Va-t-on vers un assainissement de l’environnement à Résidence Riche Terre ? C’est du moins ce qu’espèrent les habitants des appartements NHDC de la localité qui, après leur doléances dans les colonnes de Week-end la semaine dernière, ont été rassurés par le directeur de la NHDC lui-même, Gilles l’Entêté.
Outre les mesures temporaires qui sont actuellement en cours pour réduire le flot des eaux usées dans les cours d’une dizaine de familles, des travaux de reconstruction seront effectués au plus vite pour résoudre leur problème, notamment dû à une mauvaise construction du puits d’absorption et du raccordement aux ménages.
L’article paru dans d’édition de Week-End la semaine dernière a vite fait réagir la NHDC, également en présence de plusieurs plaintes des habitants de Résidence Riche Terre, qui déplorent les conditions dans lesquelles ils vivent depuis de nombreuses années. En effet, l’air y est irrespirable. Outre l’odeur putrescente, ces familles doivent patauger dans les eaux usées qui refoulent quotidiennement dans leur cour. Une situation qu’ils endurent depuis 2009 et qui s’est accentuée au fil des années en dépit des nombreuses doléances auprès des autorités.

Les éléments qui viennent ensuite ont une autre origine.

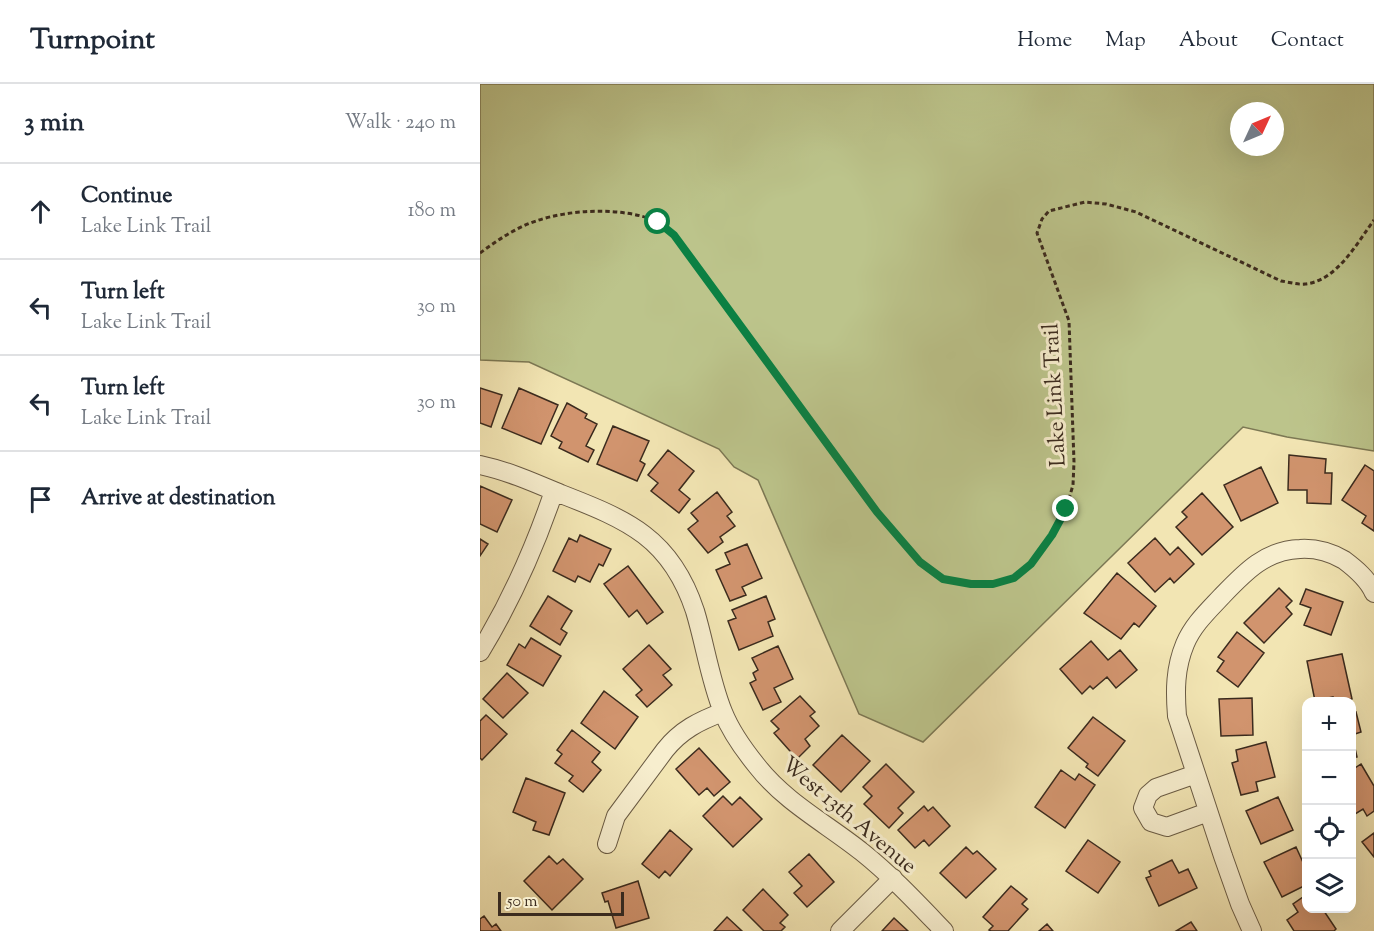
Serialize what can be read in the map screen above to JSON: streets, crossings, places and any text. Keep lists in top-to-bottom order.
{
  "streets": {
    "street": ["West 13th Avenue"],
    "path": ["Lake Link Trail"]
  },
  "scale_bar": "50 m",
  "north": "top right",
  "page": {
    "header": "Turnpoint",
    "nav": [
      "Home",
      "Map",
      "About",
      "Contact"
    ],
    "heading": ["3 min", "Walk · 240 m"],
    "list": [
      ["Continue", "Lake Link Trail", "180 m"],
      ["Turn left", "Lake Link Trail", "30 m"],
      ["Turn left", "Lake Link Trail", "30 m"],
      "Arrive at destination"
    ],
    "map_buttons": ["+", "−"],
    "scale": "50 m"
  }
}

Depuis le début de l’année, « plus de cinq personnes dans la localité », dont un enfant, sont décédées des suivies de maladies respiratoires, avancent les habitants du quartier. Le décès d’une quinquagénaire, Arlette Baptiste, des suites d’une infection pulmonaire à la mi-août, a été la goutte d’eau qui fait déborder le vase. « Nou pa kapav kontinyé res dan délo malpropre ki entoure nou lakaz. Zanfan, gran-dimoun pé malade, pé mort. Enn par enn nou pou allé. Zot (ndlr : la NHDC) bizin fer kikzoz », disent-ils.
Construction et raccordement mal faits
Déjà, depuis mardi dernier, des actions concrètes ont été enclenchées. Les officiers de la NHDC, dont son directeur Gilles L’Entêté ainsi qu’un inspecteur sanitaire, se sont rendus sur place pour un constat de visu de la situation. Conclusion : le puits d’absorption, mal aménagé, est arrivé à saturation. D’importants travaux devront être effectués pour que la situation s’assainisse à Résidence Riche Terre.

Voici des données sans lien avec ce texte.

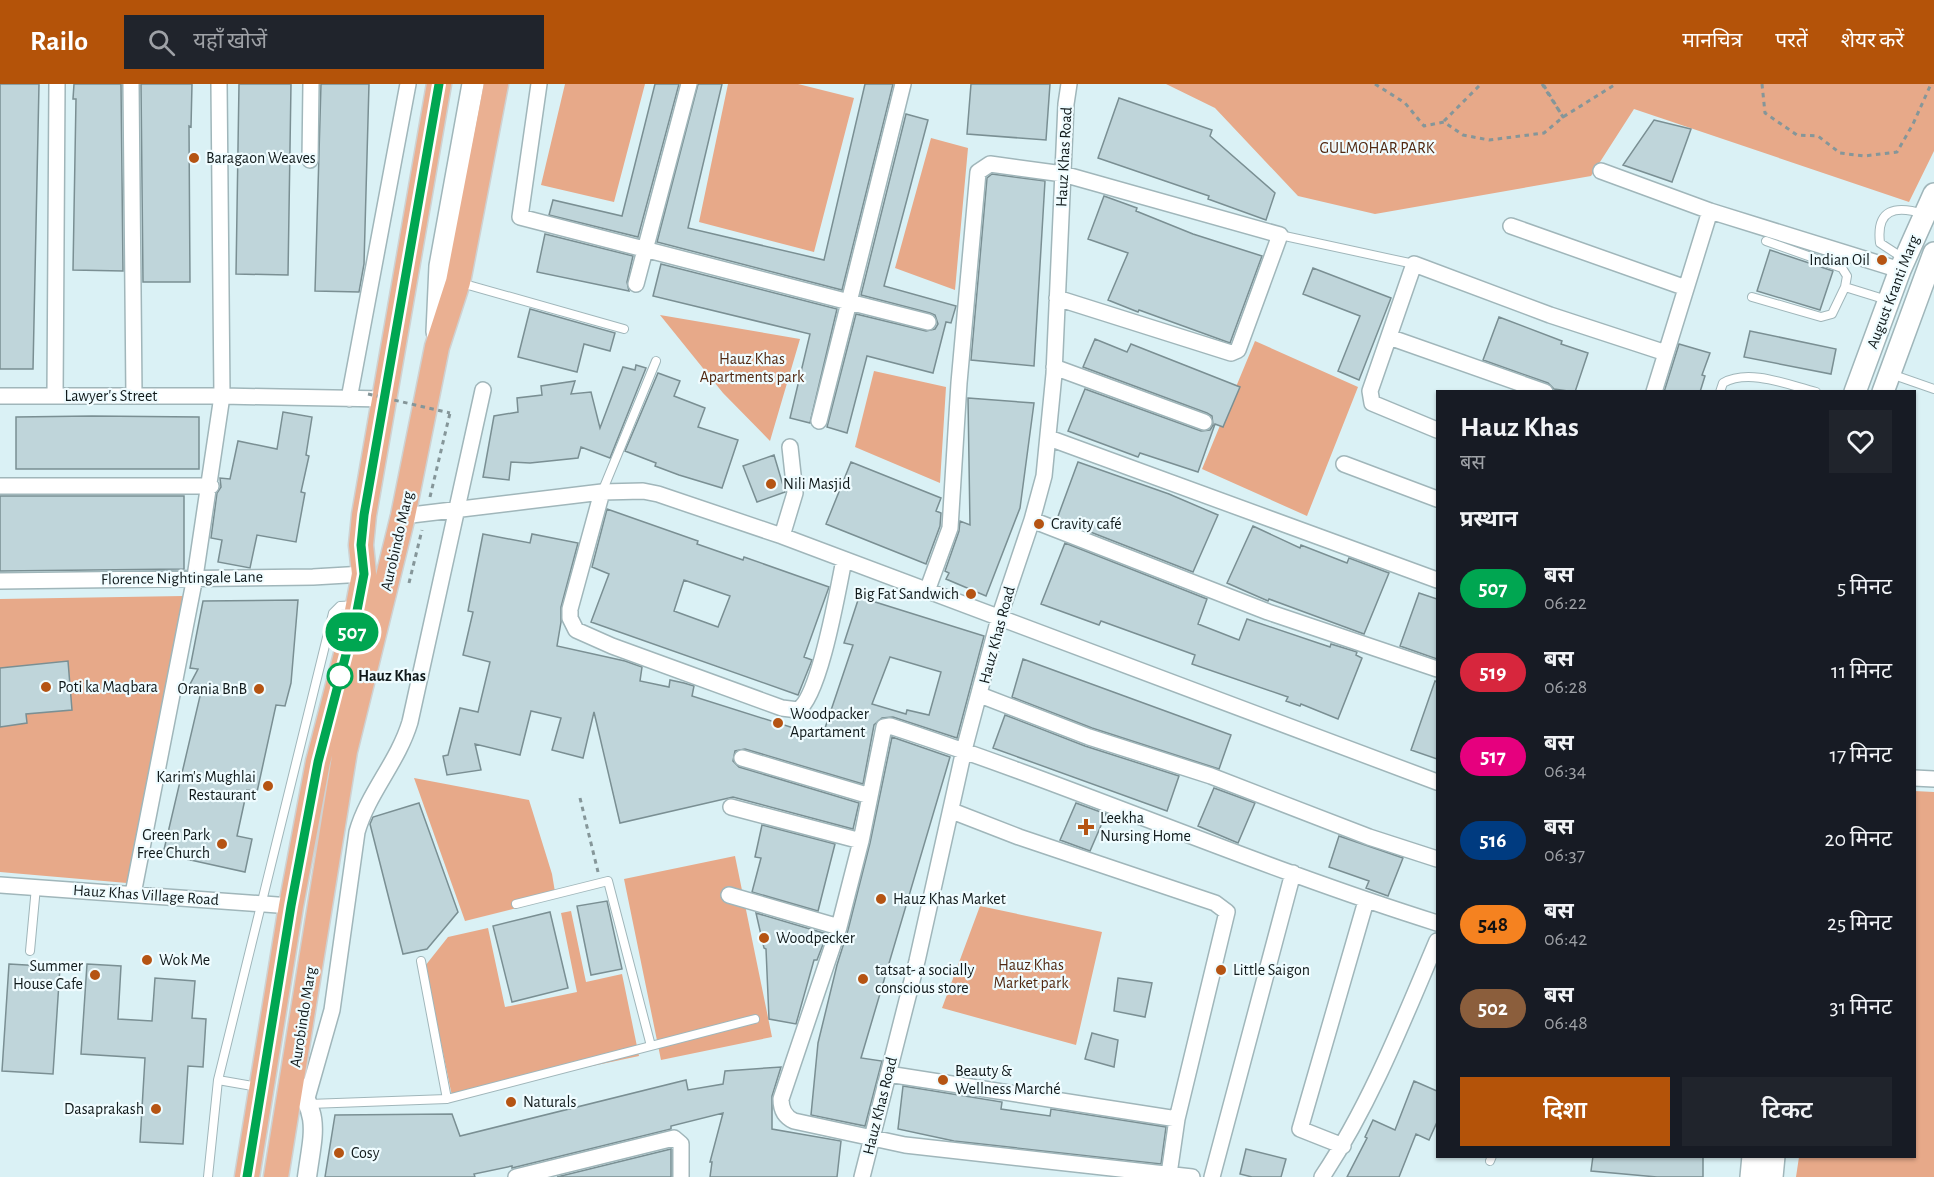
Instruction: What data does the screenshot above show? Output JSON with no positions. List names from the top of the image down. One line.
{"streets":{"highway":["Aurobindo Marg"],"main road":["August Kranti Marg"],"street":["Hauz Khas Road","Lawyer's Street","Florence Nightingale Lane","Hauz Khas Village Road"]},"crossings":[["Lawyer's Street","Aurobindo Marg"],["Aurobindo Marg","Florence Nightingale Lane"],["Aurobindo Marg","Hauz Khas Village Road"]],"parks":["GULMOHAR PARK","Hauz Khas Apartments park","Hauz Khas Market park"],"places":{"other":["Baragaon Weaves","Indian Oil","Nili Masjid","Cravity café","Big Fat Sandwich","Hauz Khas","Poti ka Maqbara","Orania BnB","Woodpacker Apartament","Karim's Mughlai Restaurant","Green Park Free Church","Hauz Khas Market","Woodpecker","Wok Me","Little Saigon","Summer House Cafe","tatsat- a socially conscious store","Beauty & Wellness Marché","Naturals","Dasaprakash","Cosy"],"health":["Leekha Nursing Home"]},"lines":["bus line 507"],"page":{"header":"Railo","search":"यहाँ खोजें","nav":["मानचित्र","परतें","शेयर करें"],"on_map":"507","heading":[["Hauz Khas","बस"],"प्रस्थान"],"list":[{"mark":"507","name":"बस","note":"06:22","value":"5 मिनट"},{"mark":"519","name":"बस","note":"06:28","value":"11 मिनट"},{"mark":"517","name":"बस","note":"06:34","value":"17 मिनट"},{"mark":"516","name":"बस","note":"06:37","value":"20 मिनट"},{"mark":"548","name":"बस","note":"06:42","value":"25 मिनट"},{"mark":"502","name":"बस","note":"06:48","value":"31 मिनट"}],"buttons":["दिशा","टिकट"]}}
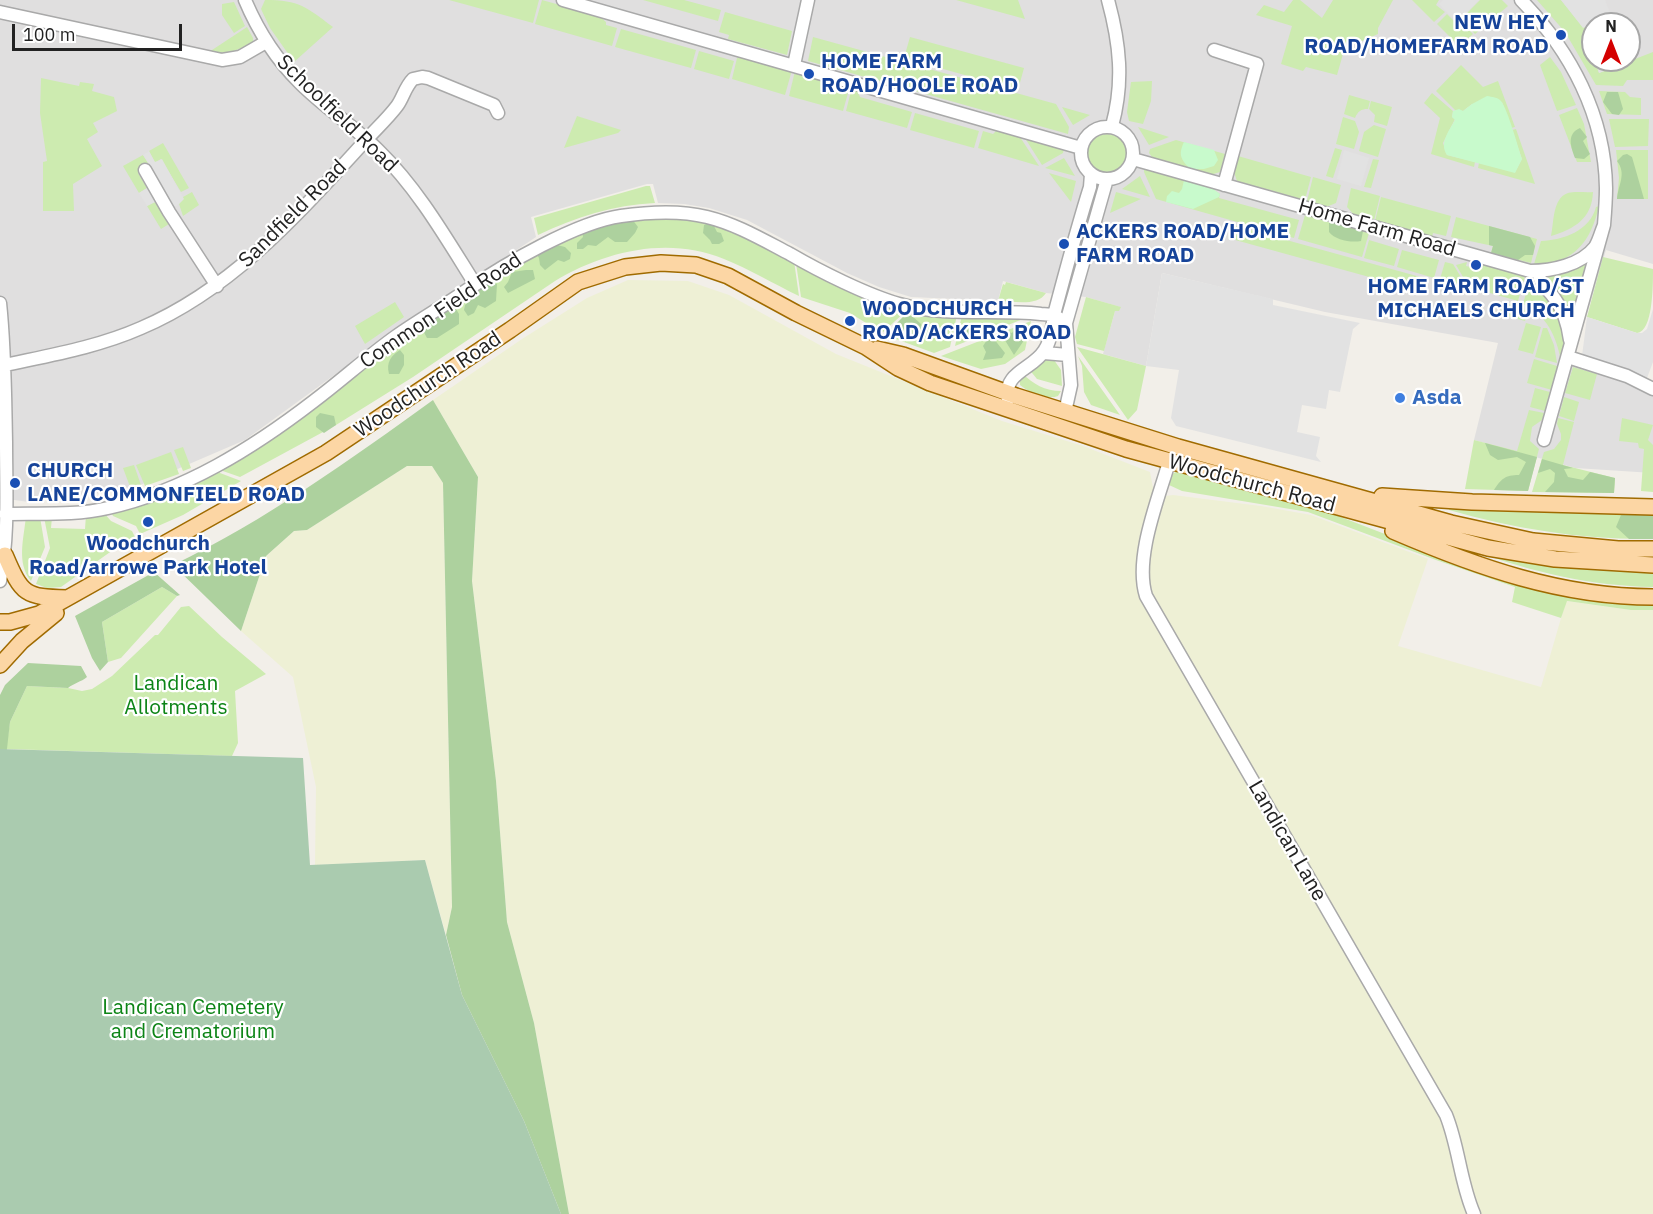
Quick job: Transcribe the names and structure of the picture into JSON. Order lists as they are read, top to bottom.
{
  "streets": {
    "main road": ["Woodchurch Road"],
    "street": [
      "Schoolfield Road",
      "Sandfield Road",
      "Home Farm Road",
      "Common Field Road",
      "Landican Lane"
    ]
  },
  "crossings": [
    ["Schoolfield Road", "Sandfield Road"],
    ["Schoolfield Road", "Common Field Road"],
    ["Woodchurch Road", "Landican Lane"]
  ],
  "parks": ["Landican Allotments", "Landican Cemetery and Crematorium"],
  "places": [
    "NEW HEY ROAD/HOMEFARM ROAD",
    "HOME FARM ROAD/HOOLE ROAD",
    "ACKERS ROAD/HOME FARM ROAD",
    "HOME FARM ROAD/ST MICHAELS CHURCH",
    "WOODCHURCH ROAD/ACKERS ROAD",
    "Asda",
    "CHURCH LANE/COMMONFIELD ROAD",
    "Woodchurch Road/arrowe Park Hotel"
  ],
  "scale_bar": "100 m",
  "north": "top"
}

Des travaux qui nécessiteront l’aide du ministère du Logement à qui, selon Gilles l’Entêté, la demande a déjà été faite pour le financement des travaux. « C’est le pitching fill qui n’est pas bon. Il a été mal placé et se remplit trop vite, d’où les débordements. En sus de cela, le puits d’absorption lui-même a été mal construit », indique un préposé de la NHDC, qui explique qu’avec l’aval du ministère du Logement, l’actuel puits devra être démoli et un autre système mis en place.
En attendant, des mesures temporaires ont été prises pour faire baisser le niveau d’eaux usées dans les cours. Jeudi dernier, un deuxième exercice de pompage a eu lieu après celui de mardi. Selon la NHDC, au lieu d’une fois par semaine (une fois par mois selon les habitants, voire principalement quand des plaintes sont faites), le puits d’absorption sera vidé deux fois par semaine.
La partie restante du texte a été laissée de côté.